• INSTRUCTIONS FOR THE TASK: At the line that includes "mnt</h1><p>100 m ·", begin writing out the entries below exactly, and continue through the last line without adding anything.

• INFORMATION SHOWN:
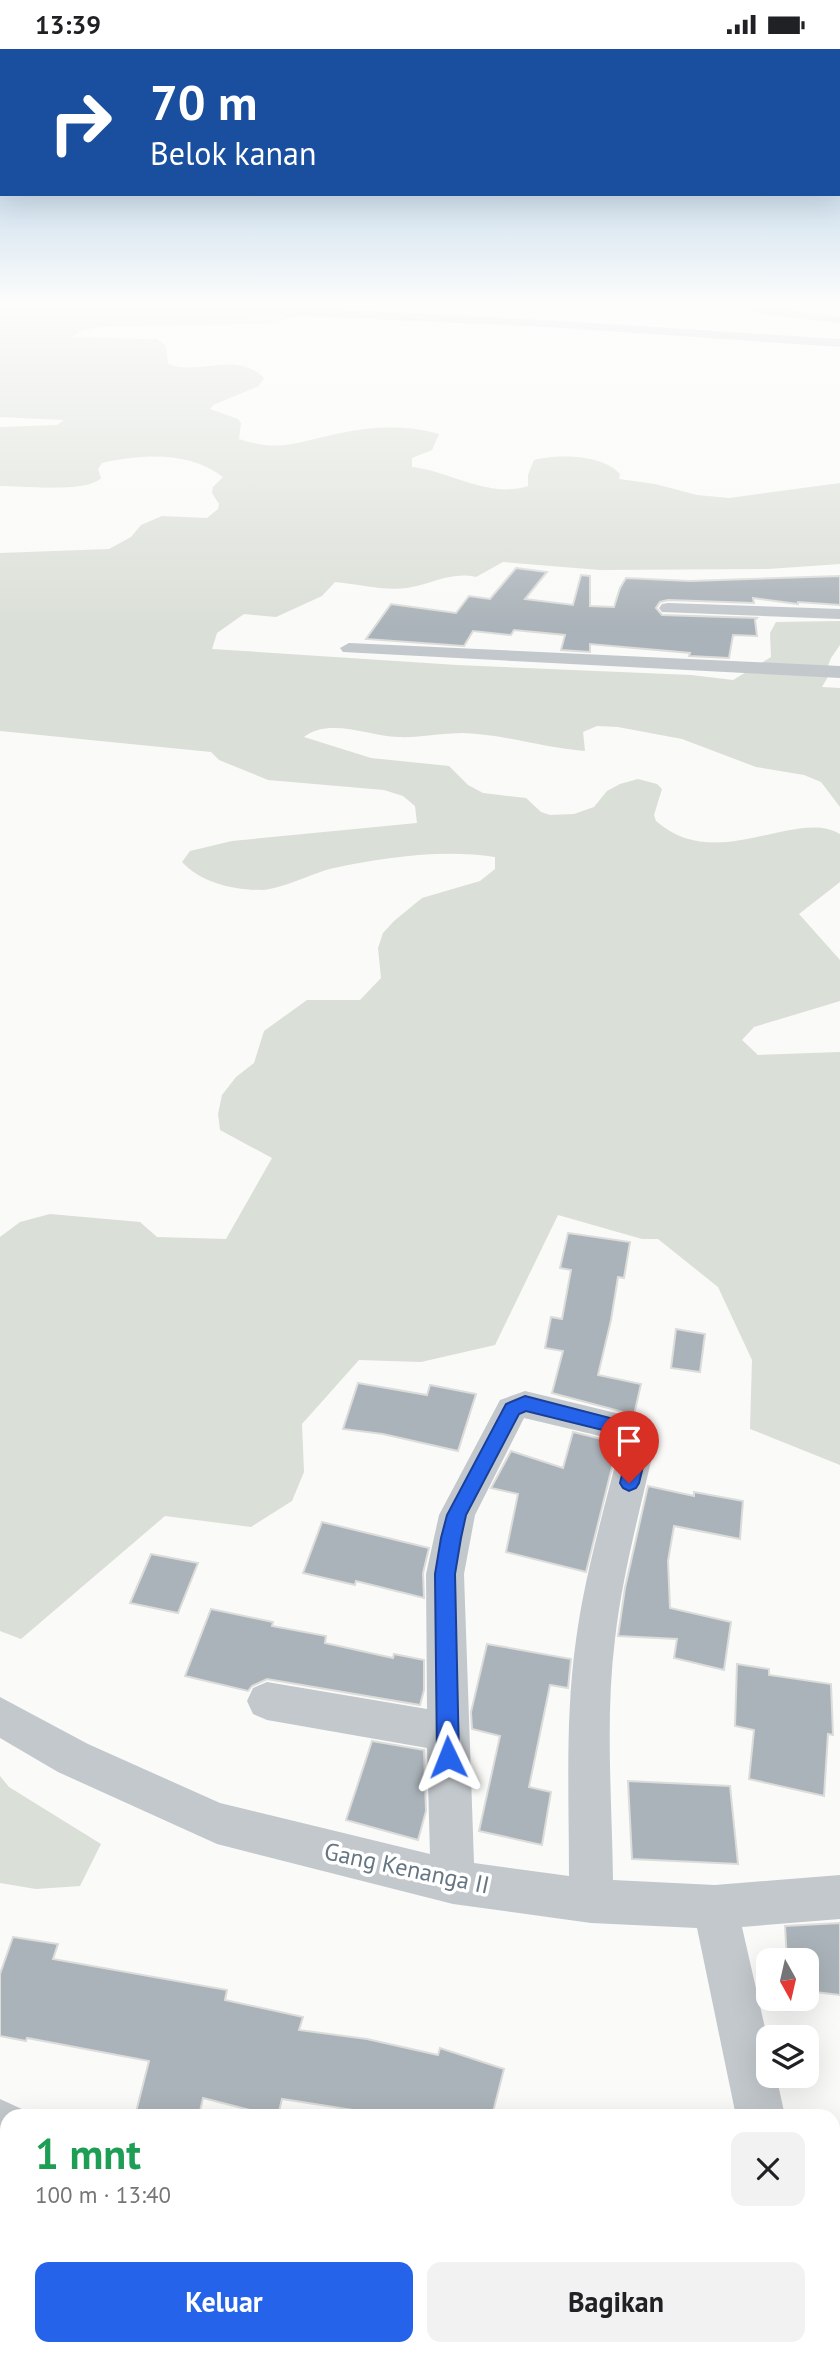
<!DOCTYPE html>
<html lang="id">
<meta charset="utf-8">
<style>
:root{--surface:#fff;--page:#f2f2f2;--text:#202124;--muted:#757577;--accent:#2563eb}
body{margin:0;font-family:"PT Sans",sans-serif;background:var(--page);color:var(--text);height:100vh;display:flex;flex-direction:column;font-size:26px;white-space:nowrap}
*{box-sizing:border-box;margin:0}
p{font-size:23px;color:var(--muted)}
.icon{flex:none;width:38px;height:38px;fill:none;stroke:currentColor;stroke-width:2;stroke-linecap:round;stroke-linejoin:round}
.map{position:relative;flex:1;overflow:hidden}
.panel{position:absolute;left:0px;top:2060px;width:840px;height:247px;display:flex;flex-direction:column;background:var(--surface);border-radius:21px 21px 0 0;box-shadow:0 7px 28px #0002}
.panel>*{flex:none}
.top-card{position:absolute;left:0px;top:0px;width:840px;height:147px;box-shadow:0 7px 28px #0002;background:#1a4fa0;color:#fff;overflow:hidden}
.needle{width:46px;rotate:172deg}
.buttons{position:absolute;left:756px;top:1899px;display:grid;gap:14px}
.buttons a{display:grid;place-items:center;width:63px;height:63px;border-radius:14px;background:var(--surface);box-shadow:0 7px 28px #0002;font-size:35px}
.pin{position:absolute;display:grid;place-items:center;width:60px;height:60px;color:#fff;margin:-72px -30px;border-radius:50% 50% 50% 0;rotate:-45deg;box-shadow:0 0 7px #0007}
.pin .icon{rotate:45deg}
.me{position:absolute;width:77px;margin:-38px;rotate:358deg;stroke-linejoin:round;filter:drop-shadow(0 0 5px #0008)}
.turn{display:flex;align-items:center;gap:24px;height:147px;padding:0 35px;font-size:32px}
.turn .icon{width:91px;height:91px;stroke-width:2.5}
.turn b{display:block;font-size:49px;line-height:60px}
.round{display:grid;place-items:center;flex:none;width:74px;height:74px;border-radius:14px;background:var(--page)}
.head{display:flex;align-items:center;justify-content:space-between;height:119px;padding:0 35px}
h1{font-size:42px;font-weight:800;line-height:52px;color:#1e9e55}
.cta{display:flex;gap:14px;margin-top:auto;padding:14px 35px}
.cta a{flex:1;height:80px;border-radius:14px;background:var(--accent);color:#fff;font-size:28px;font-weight:800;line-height:80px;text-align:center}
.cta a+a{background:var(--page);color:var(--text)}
.status{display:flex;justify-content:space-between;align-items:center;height:49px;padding:0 35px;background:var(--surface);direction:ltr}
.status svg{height:19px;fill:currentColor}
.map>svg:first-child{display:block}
</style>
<div class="status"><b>13:39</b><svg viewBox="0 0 49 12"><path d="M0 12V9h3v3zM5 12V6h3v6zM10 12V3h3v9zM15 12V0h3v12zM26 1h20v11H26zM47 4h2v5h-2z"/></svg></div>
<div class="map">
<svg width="840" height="2306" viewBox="0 0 840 2306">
<rect width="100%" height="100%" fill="#fafaf8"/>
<!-- green -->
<path fill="#dadfd7" d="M0 256H343L345 257 339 260 262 275 101 278 81 282 72 288 157 290 166 297 168 315C200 327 236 301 264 329L259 337 213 356 210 360 238 370 241 374 239 390C281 404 300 392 341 384 372 377 408 376 439 385L432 401 412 409V418C450 422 488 450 528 437V426L534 411C558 405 602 405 620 425L619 430 655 435 697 446 729 449 840 434V515L768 520 600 521 503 513 476 528C451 522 432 535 407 539 385 542 357 535 335 533L322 547 276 568 244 565 217 584 212 600 457 616 691 626 733 631 771 608 770 584 776 573 840 572V596L831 609 828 617 829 626 822 638 840 639V758L821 733 804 726 756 718 682 690 618 678 597 677 583 683 585 702C544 699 503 685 463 684 441 684 419 689 398 688 370 687 328 668 304 688L371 709 449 717 468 736 483 744 526 749 541 763 550 766 574 765 594 758 607 742 620 735 638 730 657 735 662 740 654 766 656 772C717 826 796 758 840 785V833L799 865 840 911V952L754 978 742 991 758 1006 840 1003V1416L750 1380 752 1311 718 1238 658 1190H642L558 1166 495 1296 421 1313 359 1311 302 1375 304 1423 292 1452 251 1478 165 1467 21 1590 0 1582V1188L20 1173 50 1165 140 1173 157 1188 226 1190 272 1109 220 1081 218 1065 222 1046 236 1028 254 1014 264 982 307 951H360L381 929 378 899 383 884 394 872 422 849 480 832 495 820V808C443 800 386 808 334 819 312 824 283 840 261 841 234 841 201 834 182 813L190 802 232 792 417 774 415 757 403 747 384 741 268 731 219 711 211 703 0 682V504L109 500 131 488 141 476 162 467 207 469 218 460 219 455 212 444 213 438 223 428C189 402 142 405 102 414L98 420 101 429C87 444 22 437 0 437V378L57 376 64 371 0 368Z
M0 1727 9 1738 101 1795 80 1837 36 1840 0 1834Z"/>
<!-- building -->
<path fill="#aab3b9" stroke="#dcdcda" stroke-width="2" d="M516 519 547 523 525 550 573 556 581 526 590 527V557L614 558 620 539 626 529 690 532 840 527V556L798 553V555L753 549 754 554 668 551 660 553 656 559 662 566 757 569 755 571 757 587 733 586 729 609 689 607 690 604 590 595V603L561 601 565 586 514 581 511 586 473 582 464 597 366 590 391 555 456 564 469 547 490 550Z
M568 1184 630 1193 624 1229 618 1228 611 1271 598 1326 641 1335 634 1366 552 1344 563 1302 545 1299 551 1268 562 1270 571 1221 560 1219Z
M676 1280 705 1285 700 1323 671 1319Z
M358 1334 427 1346 430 1336 476 1345 458 1402 383 1385 343 1380Z
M573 1383 618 1394 586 1523 506 1503 518 1445 491 1439 511 1402 563 1419Z
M648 1437 694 1447V1443L743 1452 740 1490 674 1477 668 1512 670 1559 731 1573 724 1621 674 1609 677 1590 618 1587 625 1539Z
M322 1473 429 1499 423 1524 424 1549 356 1532 355 1536 303 1524Z
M151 1505 198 1514 178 1564 130 1554Z
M211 1560 273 1573 272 1577 326 1587 325 1594 393 1609 394 1605 424 1611V1641L420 1656 267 1630 252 1637 248 1642 185 1627Z
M487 1595 571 1610 568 1639 550 1636 529 1738 551 1743 542 1796 479 1782 500 1687 472 1680 471 1663Z
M737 1615 769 1620V1626L831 1635 833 1686 828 1685 824 1747 749 1730 754 1681 735 1677Z
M372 1692 424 1701 426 1762 418 1791 346 1771Z
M628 1732 730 1737 738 1815 632 1810Z
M840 1874V1946L807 1942V1911H787L785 1877Z
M13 1888 58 1895 53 1910 227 1941 225 1951 303 1968 299 1981 367 1990 438 2006 440 1999 504 2020 492 2067H351L353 2061 282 2050 278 2067H273L203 2049 199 2067H135L149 2012 27 1989 26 1992 0 1987V1925Z"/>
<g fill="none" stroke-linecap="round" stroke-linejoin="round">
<!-- minor -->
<path fill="#c3c8cc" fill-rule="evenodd" d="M114 256C356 256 598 275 840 290V298L547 278 119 259Z
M751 256 840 268V274L766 266 753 261Z
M668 554 840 560V570L662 563 659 559 662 555Z
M349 594 840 617V629L343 603 340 599Z
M525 1342 649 1372 657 1386C642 1454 623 1521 615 1590 605 1670 612 1751 613 1831L715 1836 840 1826V1870L742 1878 768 1992V2026H776L785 2067H736L697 1879 591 1874 453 1855 217 1795 58 1723 0 1689V1648L88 1695 220 1754 430 1805 427 1699 267 1671 253 1665 247 1652 253 1639 267 1633 427 1660 426 1525 439 1466 500 1351ZM524 1369 621 1392C605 1458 585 1524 576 1591 565 1668 569 1749 569 1827L474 1814 464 1525 475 1466Z
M0 2050 24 2061 27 2067H7V2103L0 2100Z
M833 2286 840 2306H786L785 2300H833Z
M532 2300H598L601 2306H535Z"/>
</g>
<!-- sky -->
<linearGradient id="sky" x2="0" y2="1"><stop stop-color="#96bcdc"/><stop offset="0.44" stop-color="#fdfdfc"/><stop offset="1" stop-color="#fdfdfc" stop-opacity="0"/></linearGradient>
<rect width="840" height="579" fill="url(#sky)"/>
<!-- route -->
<path fill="#2563eb" stroke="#184099" stroke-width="2" d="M525 1347 645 1378 650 1389 639 1434 636 1439 629 1442 623 1439 620 1434 631 1388 526 1362 519 1365 466 1466 461 1489 455 1525 459 1708 456 1715 448 1718 440 1715 437 1708 435 1525 441 1489 447 1466 506 1355Z"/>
<g text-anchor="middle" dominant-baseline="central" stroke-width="7" stroke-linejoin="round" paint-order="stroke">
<!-- near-street labels -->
<g font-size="24" fill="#657683" stroke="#fff">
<text transform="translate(407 1819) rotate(12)">Gang Kenanga II</text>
</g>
</g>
</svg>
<div class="buttons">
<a><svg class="needle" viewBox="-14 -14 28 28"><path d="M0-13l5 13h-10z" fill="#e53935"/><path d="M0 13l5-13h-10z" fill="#757577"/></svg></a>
<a><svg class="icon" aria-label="layers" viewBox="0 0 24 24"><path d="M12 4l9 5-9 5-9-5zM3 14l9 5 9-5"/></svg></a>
</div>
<div class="pin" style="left:629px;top:1434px;background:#d93025"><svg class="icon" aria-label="arrive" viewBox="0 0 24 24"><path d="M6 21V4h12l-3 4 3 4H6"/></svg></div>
<svg class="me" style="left:448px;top:1708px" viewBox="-20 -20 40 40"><path d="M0-17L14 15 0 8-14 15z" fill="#2563eb" stroke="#fff" stroke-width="4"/></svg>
<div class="top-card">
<div class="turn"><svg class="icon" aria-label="right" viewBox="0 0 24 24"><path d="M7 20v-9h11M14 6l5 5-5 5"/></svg><div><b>70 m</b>Belok kanan</div></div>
</div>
<section class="panel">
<div class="head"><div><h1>1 mnt</h1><p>100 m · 13:40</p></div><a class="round"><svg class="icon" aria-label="close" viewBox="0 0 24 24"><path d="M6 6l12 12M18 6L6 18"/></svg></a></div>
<div class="cta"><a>Keluar</a><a>Bagikan</a></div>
</section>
</div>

• RESULT:
<div class="head"><div><h1>1 mnt</h1><p>100 m · 13:40</p></div><a class="round"><svg class="icon" aria-label="close" viewBox="0 0 24 24"><path d="M6 6l12 12M18 6L6 18"/></svg></a></div>
<div class="cta"><a>Keluar</a><a>Bagikan</a></div>
</section>
</div>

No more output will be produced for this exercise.